** Goal of the exercise **
Look through the listing below and work out how many of its lines hold the word "linecap". Give only the number.

-=-=-

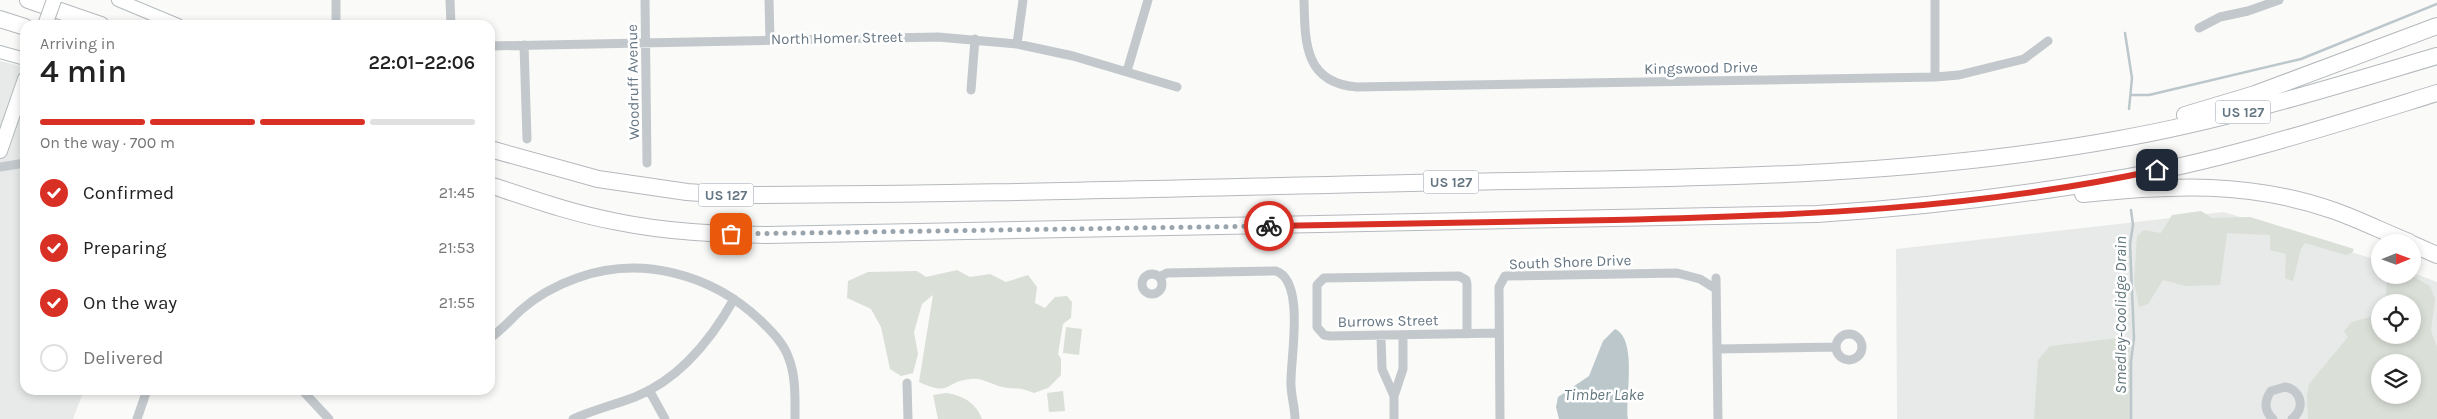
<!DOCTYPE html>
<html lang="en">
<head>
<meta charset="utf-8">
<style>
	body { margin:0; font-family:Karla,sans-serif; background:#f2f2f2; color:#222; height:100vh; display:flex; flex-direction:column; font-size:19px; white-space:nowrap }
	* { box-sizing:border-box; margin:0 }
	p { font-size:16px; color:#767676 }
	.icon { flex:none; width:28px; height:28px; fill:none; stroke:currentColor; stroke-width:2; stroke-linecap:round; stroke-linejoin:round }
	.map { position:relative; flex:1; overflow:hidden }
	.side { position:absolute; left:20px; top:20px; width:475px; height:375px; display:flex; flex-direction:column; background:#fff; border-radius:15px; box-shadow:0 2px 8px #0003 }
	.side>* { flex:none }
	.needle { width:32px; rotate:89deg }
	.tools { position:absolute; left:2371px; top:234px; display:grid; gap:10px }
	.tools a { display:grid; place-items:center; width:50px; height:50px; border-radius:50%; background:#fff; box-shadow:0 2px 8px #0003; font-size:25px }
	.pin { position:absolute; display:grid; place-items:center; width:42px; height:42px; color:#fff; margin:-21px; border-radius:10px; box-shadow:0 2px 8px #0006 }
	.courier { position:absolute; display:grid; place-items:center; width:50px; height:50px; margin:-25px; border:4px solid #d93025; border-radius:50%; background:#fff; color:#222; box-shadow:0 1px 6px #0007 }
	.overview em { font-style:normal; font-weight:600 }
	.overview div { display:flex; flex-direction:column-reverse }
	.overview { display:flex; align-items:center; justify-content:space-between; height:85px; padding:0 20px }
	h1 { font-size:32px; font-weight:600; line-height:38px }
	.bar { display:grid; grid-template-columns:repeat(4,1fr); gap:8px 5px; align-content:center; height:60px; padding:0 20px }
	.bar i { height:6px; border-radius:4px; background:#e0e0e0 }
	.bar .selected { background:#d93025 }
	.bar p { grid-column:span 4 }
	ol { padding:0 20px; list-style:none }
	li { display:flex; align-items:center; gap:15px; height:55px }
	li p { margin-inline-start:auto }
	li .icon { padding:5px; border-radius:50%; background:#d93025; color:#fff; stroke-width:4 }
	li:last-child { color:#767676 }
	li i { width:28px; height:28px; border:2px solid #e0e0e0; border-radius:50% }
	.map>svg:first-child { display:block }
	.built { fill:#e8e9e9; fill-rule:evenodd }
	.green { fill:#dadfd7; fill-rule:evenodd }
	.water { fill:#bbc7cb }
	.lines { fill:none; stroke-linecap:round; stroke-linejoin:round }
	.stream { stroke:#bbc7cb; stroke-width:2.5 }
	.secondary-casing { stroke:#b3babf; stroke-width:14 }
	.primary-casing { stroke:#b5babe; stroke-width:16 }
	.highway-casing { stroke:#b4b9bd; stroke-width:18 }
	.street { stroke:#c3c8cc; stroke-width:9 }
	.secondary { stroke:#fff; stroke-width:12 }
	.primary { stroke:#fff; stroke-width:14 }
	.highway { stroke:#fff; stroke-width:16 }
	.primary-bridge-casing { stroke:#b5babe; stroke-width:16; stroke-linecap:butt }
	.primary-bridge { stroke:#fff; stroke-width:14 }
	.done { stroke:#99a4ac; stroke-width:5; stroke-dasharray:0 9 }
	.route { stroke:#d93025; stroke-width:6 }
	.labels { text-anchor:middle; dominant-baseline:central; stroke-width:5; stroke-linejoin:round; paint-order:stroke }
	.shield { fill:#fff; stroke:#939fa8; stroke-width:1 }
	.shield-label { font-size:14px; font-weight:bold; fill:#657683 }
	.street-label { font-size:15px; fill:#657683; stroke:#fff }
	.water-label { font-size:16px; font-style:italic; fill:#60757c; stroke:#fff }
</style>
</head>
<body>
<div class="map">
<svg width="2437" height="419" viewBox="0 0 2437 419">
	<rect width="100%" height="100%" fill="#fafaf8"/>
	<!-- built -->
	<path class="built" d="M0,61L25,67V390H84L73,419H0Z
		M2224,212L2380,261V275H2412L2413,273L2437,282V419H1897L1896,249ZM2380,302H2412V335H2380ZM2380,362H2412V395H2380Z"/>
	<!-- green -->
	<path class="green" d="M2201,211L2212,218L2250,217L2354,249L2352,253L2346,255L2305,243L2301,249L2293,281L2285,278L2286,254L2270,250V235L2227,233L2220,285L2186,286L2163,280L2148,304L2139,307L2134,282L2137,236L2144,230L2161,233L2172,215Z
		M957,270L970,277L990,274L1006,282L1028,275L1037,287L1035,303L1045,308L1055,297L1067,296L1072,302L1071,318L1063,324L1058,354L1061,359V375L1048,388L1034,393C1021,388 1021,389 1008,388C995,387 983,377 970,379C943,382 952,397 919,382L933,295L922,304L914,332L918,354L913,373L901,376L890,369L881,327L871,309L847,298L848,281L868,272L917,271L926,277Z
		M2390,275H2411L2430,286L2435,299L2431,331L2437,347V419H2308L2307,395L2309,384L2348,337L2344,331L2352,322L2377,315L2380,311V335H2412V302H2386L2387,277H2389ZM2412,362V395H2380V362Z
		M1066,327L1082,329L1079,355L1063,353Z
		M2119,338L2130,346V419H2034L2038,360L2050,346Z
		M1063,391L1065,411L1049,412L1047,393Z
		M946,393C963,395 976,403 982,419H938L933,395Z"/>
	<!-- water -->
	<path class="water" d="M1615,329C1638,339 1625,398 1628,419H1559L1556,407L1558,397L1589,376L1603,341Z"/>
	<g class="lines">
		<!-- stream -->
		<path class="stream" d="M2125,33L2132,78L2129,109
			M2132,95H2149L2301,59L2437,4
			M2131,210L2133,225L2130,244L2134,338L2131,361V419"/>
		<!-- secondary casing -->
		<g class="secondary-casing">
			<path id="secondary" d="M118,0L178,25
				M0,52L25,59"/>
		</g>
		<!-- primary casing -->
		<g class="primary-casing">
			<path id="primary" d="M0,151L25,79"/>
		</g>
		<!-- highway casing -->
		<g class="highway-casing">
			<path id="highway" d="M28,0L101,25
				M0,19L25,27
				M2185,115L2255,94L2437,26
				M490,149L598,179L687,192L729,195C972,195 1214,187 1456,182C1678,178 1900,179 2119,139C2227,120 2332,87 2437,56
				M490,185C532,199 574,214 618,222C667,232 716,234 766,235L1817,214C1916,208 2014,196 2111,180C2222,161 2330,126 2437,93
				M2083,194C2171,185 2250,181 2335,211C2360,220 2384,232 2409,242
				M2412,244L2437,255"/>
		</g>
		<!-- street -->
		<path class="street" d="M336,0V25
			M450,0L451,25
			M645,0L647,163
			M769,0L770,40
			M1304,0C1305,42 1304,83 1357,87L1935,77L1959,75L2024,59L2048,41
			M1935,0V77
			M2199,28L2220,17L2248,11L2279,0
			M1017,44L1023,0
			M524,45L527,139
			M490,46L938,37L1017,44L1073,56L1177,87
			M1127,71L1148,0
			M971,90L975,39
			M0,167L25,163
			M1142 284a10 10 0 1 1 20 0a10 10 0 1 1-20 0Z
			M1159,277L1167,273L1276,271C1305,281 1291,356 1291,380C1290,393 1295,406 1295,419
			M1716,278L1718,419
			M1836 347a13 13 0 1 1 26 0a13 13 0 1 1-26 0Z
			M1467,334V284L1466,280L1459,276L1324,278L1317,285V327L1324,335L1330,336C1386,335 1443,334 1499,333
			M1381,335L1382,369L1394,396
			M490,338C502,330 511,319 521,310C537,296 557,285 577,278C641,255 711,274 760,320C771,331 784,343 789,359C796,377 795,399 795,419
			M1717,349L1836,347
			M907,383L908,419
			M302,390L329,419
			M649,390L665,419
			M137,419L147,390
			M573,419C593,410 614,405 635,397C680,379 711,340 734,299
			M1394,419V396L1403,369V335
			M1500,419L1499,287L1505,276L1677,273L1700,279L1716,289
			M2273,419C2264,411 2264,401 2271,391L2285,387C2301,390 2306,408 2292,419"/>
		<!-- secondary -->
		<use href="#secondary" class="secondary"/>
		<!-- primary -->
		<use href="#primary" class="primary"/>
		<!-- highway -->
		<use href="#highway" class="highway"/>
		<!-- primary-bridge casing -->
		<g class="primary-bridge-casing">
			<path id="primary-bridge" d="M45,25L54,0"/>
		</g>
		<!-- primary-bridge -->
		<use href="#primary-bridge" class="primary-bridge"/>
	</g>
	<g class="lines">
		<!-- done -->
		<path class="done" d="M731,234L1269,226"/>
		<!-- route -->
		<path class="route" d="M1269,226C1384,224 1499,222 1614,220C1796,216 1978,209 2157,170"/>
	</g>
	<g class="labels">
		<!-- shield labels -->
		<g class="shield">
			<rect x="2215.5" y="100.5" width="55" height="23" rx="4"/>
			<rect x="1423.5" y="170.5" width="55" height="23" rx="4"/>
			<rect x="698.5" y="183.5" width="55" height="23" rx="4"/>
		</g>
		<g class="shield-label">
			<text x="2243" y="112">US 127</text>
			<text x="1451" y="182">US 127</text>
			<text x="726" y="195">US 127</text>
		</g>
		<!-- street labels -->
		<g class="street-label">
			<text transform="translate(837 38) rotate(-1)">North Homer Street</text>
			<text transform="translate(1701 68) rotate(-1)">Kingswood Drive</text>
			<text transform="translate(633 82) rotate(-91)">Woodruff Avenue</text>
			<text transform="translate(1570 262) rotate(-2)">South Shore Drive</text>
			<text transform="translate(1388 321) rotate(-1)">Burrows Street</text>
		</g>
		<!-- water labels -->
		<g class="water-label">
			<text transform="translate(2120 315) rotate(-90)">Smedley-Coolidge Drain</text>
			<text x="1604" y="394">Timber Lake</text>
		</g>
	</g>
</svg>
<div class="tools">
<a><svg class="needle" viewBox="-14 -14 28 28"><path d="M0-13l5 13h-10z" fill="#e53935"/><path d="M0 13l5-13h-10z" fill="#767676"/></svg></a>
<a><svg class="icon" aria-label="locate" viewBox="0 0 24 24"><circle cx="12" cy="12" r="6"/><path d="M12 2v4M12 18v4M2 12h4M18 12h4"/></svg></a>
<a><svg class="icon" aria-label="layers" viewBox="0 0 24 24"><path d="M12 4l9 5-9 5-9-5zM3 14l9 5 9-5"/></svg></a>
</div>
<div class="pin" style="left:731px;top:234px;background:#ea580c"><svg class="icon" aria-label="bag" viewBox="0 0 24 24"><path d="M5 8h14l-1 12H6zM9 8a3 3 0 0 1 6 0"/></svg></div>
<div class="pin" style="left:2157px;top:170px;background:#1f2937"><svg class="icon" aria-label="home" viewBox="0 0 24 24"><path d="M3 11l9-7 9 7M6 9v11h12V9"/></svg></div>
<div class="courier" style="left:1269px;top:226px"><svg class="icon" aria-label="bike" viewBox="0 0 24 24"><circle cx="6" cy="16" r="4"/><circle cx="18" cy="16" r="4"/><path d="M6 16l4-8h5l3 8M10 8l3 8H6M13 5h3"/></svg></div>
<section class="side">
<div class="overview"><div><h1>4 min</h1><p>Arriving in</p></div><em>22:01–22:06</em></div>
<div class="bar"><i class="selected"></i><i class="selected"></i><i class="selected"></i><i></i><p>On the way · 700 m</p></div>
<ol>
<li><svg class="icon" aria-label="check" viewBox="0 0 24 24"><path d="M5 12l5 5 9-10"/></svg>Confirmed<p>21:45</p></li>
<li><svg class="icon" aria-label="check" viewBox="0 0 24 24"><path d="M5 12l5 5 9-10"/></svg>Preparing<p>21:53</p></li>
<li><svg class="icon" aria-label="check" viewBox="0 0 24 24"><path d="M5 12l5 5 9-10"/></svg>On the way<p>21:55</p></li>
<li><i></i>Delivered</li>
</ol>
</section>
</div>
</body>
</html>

-=-=-

** Output of the exercise **
3